Back in the early 1990s, twenty-two year old Elvis Marchand was once an aspiring hockey star until a career-ending concussion. After losing his hockey scholarship, he flunks out of college, turning to his one true love: Art. That is, until he meets the quiet and shy seventeen year old high school senior, Eliezer ("Elie") Reznik. Plagued with paranoia, hallucinations, and delusions, Elvis oftentimes has difficulty distinguishing what is real and what is not. Patient, understanding, and smitten with the beautiful and stunning Elvis, Elie understands him when no one else does. Never before does Elvis, a creative genius with peculiar behaviors, believe he'd ever fall in love, especially with a boy.
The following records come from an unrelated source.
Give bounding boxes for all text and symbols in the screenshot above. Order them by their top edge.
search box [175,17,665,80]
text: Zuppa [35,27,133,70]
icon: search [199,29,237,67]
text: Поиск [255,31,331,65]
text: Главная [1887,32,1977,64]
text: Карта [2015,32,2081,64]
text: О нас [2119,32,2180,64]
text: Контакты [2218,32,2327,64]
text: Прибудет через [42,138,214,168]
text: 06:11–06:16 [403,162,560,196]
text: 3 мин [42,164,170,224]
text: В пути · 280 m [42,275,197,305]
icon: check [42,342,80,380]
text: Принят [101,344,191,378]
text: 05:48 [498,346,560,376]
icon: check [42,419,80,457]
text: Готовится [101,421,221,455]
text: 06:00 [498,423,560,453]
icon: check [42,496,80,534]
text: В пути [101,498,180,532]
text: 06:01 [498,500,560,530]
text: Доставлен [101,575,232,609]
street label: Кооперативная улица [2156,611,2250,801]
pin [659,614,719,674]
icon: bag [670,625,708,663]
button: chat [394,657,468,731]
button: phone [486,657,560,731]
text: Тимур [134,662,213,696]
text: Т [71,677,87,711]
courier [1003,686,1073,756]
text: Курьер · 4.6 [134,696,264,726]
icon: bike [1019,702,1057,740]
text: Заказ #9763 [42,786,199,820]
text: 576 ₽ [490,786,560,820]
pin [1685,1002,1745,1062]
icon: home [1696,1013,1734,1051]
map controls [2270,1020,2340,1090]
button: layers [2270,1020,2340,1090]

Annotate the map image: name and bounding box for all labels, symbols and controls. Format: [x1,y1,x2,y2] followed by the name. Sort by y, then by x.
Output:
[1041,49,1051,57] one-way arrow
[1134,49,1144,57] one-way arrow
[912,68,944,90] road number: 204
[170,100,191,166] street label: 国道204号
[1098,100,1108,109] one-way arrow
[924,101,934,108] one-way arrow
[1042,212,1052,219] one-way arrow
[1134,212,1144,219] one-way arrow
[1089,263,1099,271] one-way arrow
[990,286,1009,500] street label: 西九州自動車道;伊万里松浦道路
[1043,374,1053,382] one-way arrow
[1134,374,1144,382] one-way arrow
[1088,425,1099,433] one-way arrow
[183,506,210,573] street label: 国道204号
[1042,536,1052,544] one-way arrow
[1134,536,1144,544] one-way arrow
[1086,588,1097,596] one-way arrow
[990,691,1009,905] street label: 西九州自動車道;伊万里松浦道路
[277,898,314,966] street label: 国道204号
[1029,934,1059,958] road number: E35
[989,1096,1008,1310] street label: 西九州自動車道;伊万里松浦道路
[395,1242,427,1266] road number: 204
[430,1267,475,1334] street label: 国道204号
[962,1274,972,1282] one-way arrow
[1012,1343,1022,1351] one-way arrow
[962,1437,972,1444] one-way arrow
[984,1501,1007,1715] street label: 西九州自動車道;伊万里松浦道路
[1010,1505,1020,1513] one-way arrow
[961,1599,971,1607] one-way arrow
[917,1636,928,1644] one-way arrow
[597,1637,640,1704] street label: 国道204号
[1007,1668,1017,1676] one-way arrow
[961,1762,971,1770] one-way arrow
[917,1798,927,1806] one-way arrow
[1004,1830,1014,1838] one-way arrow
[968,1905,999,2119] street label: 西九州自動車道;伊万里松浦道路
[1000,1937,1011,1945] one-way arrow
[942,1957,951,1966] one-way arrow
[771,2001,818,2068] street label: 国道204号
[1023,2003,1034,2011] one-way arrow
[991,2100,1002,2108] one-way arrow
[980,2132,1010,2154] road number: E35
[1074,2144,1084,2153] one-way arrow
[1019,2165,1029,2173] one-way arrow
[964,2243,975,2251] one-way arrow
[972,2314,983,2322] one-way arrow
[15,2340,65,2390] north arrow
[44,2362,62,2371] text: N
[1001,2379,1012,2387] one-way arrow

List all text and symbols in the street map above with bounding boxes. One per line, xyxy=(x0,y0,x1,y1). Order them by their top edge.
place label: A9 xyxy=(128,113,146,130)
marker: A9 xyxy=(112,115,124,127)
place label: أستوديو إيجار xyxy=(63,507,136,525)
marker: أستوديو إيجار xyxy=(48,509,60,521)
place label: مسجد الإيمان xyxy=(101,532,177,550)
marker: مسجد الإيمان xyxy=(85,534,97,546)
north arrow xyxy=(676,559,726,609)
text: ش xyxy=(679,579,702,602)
Not only do Elvis and Elie find love in the most unusual of places, Elie becomes one of Elvis's greatest muses of all time, as well as his greatest love. Elvis and Elie's relationship spans two decades, complicated by fear, distance, and mental illness. The book, Elie's Aura, is just the beginning. This is book 1 of 3.

Status
Complete
Chapters
32
Rating
5.0 3 reviews
Age Rating
18+

Chapter 1

1997

Elvis

When I was twelve, I used to think God spoke to me. I was convinced I had magical powers and that I could speak to the dead. No one believed me. My parents and sisters thought Juliana Erickson, a deceased ten year old girl, was just an imaginary friend. Back then, I had tons of friends. I didn’t need an imaginary friend, so why would I make one up?

I first saw Juliana sitting on an invisible stool in the corner of my room glowing like an angel, her emerald green eyes shining brightly in the dark. She was looking for a big brother, or so she said. Me, on the other hand, wanted nothing to do with her. I already had four older sisters and didn’t want anymore. She started wailing like an annoying little girl, squeezing her doll tightly. Because I hated to see girls cry, I gave in and agreed to be her big brother. Finally, she stopped crying, but only after I lied. I really never wanted a little sister.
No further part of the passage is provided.